— TASK PROMPT —
A picture-free, exact transcript of the entries below is required.

— DATA RECORDS —
:::
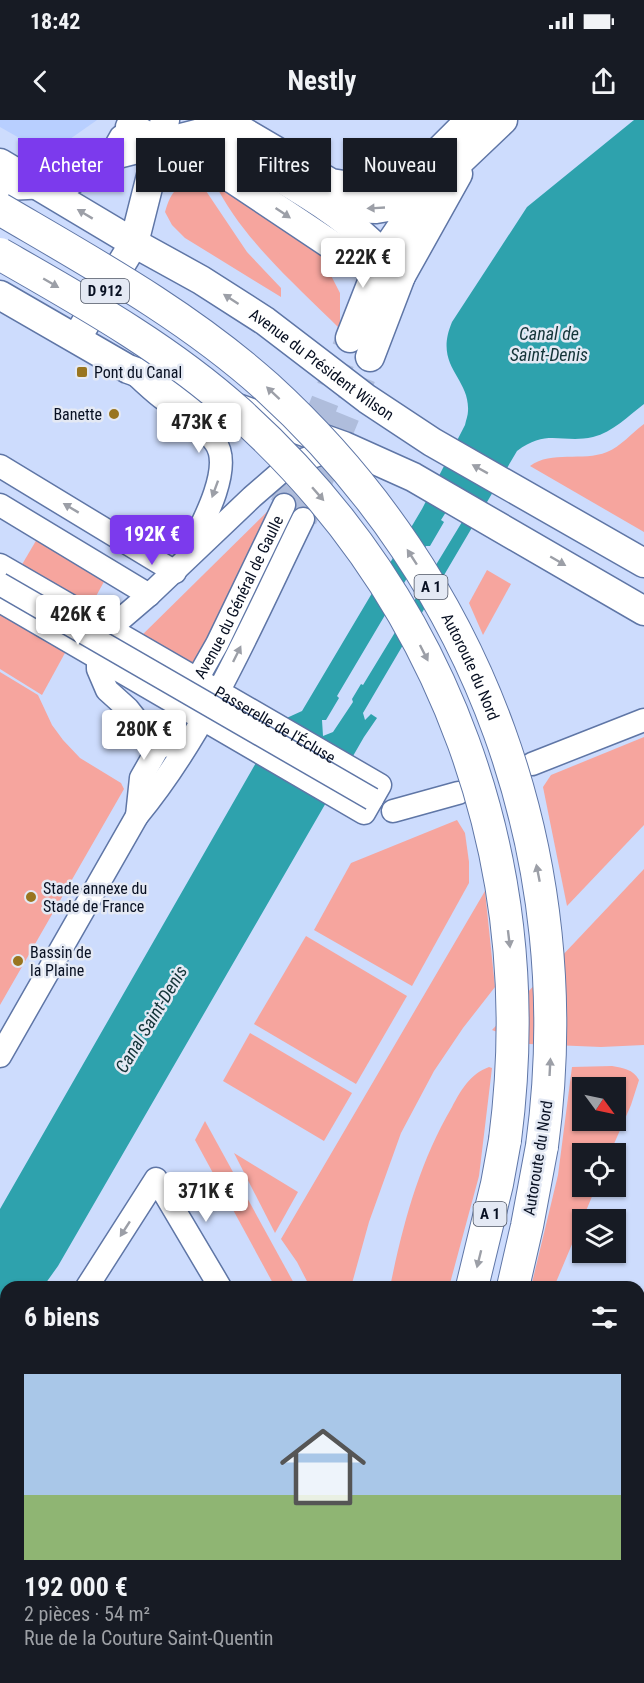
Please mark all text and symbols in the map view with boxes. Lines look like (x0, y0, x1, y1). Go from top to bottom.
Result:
text: 18:42 (30, 9, 81, 34)
icon: back (24, 65, 57, 98)
text: Nestly (288, 65, 356, 97)
icon: share (587, 65, 620, 98)
chip: Acheter (18, 138, 124, 192)
chip: Louer (136, 138, 225, 192)
chip: Filtres (237, 138, 331, 192)
chip: Nouveau (343, 138, 457, 192)
one-way arrow (366, 204, 385, 213)
one-way arrow (275, 207, 291, 219)
one-way arrow (77, 208, 93, 219)
pin: 222K € (314, 238, 412, 289)
text: 222K € (335, 245, 391, 269)
one-way arrow (43, 278, 60, 288)
road number: D 912 (81, 279, 129, 303)
one-way arrow (222, 294, 239, 305)
street label: Avenue du Président Wilson (246, 304, 398, 424)
water label: Canal de Saint-Denis (510, 323, 588, 365)
place label: Pont du Canal (94, 363, 182, 382)
marker: Pont du Canal (75, 365, 89, 379)
one-way arrow (266, 386, 280, 400)
pin: 473K € (150, 403, 248, 454)
place label: Banette (53, 405, 102, 424)
marker: Banette (107, 407, 121, 421)
text: 473K € (171, 410, 227, 434)
one-way arrow (471, 464, 488, 474)
one-way arrow (210, 480, 220, 498)
one-way arrow (311, 486, 324, 502)
one-way arrow (63, 503, 79, 514)
street label: Avenue du Général de Gaulle (190, 512, 287, 682)
pin: 192K € (103, 515, 201, 566)
text: 192K € (124, 522, 180, 546)
one-way arrow (407, 549, 418, 565)
one-way arrow (550, 556, 567, 566)
road number: A 1 (414, 575, 448, 599)
pin: 426K € (29, 595, 127, 646)
text: 426K € (50, 602, 106, 626)
street label: Autoroute du Nord (438, 610, 504, 723)
one-way arrow (233, 645, 242, 662)
one-way arrow (419, 645, 429, 662)
street label: Passerelle de l'Écluse (211, 682, 339, 767)
pin: 280K € (95, 710, 193, 761)
text: 280K € (116, 717, 172, 741)
one-way arrow (533, 863, 542, 882)
place label: Stade annexe du Stade de France (43, 879, 147, 916)
marker: Stade annexe du Stade de France (24, 890, 38, 904)
one-way arrow (504, 930, 514, 949)
place label: Bassin de la Plaine (30, 943, 92, 980)
marker: Bassin de la Plaine (11, 954, 25, 968)
water label: Canal Saint-Denis (111, 962, 191, 1076)
one-way arrow (546, 1057, 555, 1076)
north arrow (572, 1077, 626, 1131)
map controls (572, 1077, 626, 1263)
street label: Autoroute du Nord (520, 1099, 556, 1217)
button: locate (572, 1143, 626, 1197)
pin: 371K € (157, 1172, 255, 1223)
text: 371K € (178, 1179, 234, 1203)
road number: A 1 (474, 1202, 506, 1226)
button: layers (572, 1209, 626, 1263)
one-way arrow (119, 1221, 130, 1237)
one-way arrow (474, 1249, 484, 1268)
icon: filters (588, 1301, 621, 1334)
text: 6 biens (24, 1302, 100, 1332)
icon: home (269, 1413, 377, 1521)
text: 192 000 € (24, 1572, 128, 1602)
text: 2 pièces · 54 m² (24, 1602, 150, 1626)
text: Rue de la Couture Saint-Quentin (24, 1626, 273, 1650)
:::
— EXERCISE SOLUTION —
Please mark all text and symbols in the map view with boxes. Lines look like (x0, y0, x1, y1). Go from top to bottom.
Result:
text: 18:42 (30, 9, 81, 34)
icon: back (24, 65, 57, 98)
text: Nestly (288, 65, 356, 97)
icon: share (587, 65, 620, 98)
chip: Acheter (18, 138, 124, 192)
chip: Louer (136, 138, 225, 192)
chip: Filtres (237, 138, 331, 192)
chip: Nouveau (343, 138, 457, 192)
one-way arrow (366, 204, 385, 213)
one-way arrow (275, 207, 291, 219)
one-way arrow (77, 208, 93, 219)
pin: 222K € (314, 238, 412, 289)
text: 222K € (335, 245, 391, 269)
one-way arrow (43, 278, 60, 288)
road number: D 912 (81, 279, 129, 303)
one-way arrow (222, 294, 239, 305)
street label: Avenue du Président Wilson (246, 304, 398, 424)
water label: Canal de Saint-Denis (510, 323, 588, 365)
place label: Pont du Canal (94, 363, 182, 382)
marker: Pont du Canal (75, 365, 89, 379)
one-way arrow (266, 386, 280, 400)
pin: 473K € (150, 403, 248, 454)
place label: Banette (53, 405, 102, 424)
marker: Banette (107, 407, 121, 421)
text: 473K € (171, 410, 227, 434)
one-way arrow (471, 464, 488, 474)
one-way arrow (210, 480, 220, 498)
one-way arrow (311, 486, 324, 502)
one-way arrow (63, 503, 79, 514)
street label: Avenue du Général de Gaulle (190, 512, 287, 682)
pin: 192K € (103, 515, 201, 566)
text: 192K € (124, 522, 180, 546)
one-way arrow (407, 549, 418, 565)
one-way arrow (550, 556, 567, 566)
road number: A 1 (414, 575, 448, 599)
pin: 426K € (29, 595, 127, 646)
text: 426K € (50, 602, 106, 626)
street label: Autoroute du Nord (438, 610, 504, 723)
one-way arrow (233, 645, 242, 662)
one-way arrow (419, 645, 429, 662)
street label: Passerelle de l'Écluse (211, 682, 339, 767)
pin: 280K € (95, 710, 193, 761)
text: 280K € (116, 717, 172, 741)
one-way arrow (533, 863, 542, 882)
place label: Stade annexe du Stade de France (43, 879, 147, 916)
marker: Stade annexe du Stade de France (24, 890, 38, 904)
one-way arrow (504, 930, 514, 949)
place label: Bassin de la Plaine (30, 943, 92, 980)
marker: Bassin de la Plaine (11, 954, 25, 968)
water label: Canal Saint-Denis (111, 962, 191, 1076)
one-way arrow (546, 1057, 555, 1076)
north arrow (572, 1077, 626, 1131)
map controls (572, 1077, 626, 1263)
street label: Autoroute du Nord (520, 1099, 556, 1217)
button: locate (572, 1143, 626, 1197)
pin: 371K € (157, 1172, 255, 1223)
text: 371K € (178, 1179, 234, 1203)
road number: A 1 (474, 1202, 506, 1226)
button: layers (572, 1209, 626, 1263)
one-way arrow (119, 1221, 130, 1237)
one-way arrow (474, 1249, 484, 1268)
icon: filters (588, 1301, 621, 1334)
text: 6 biens (24, 1302, 100, 1332)
icon: home (269, 1413, 377, 1521)
text: 192 000 € (24, 1572, 128, 1602)
text: 2 pièces · 54 m² (24, 1602, 150, 1626)
text: Rue de la Couture Saint-Quentin (24, 1626, 273, 1650)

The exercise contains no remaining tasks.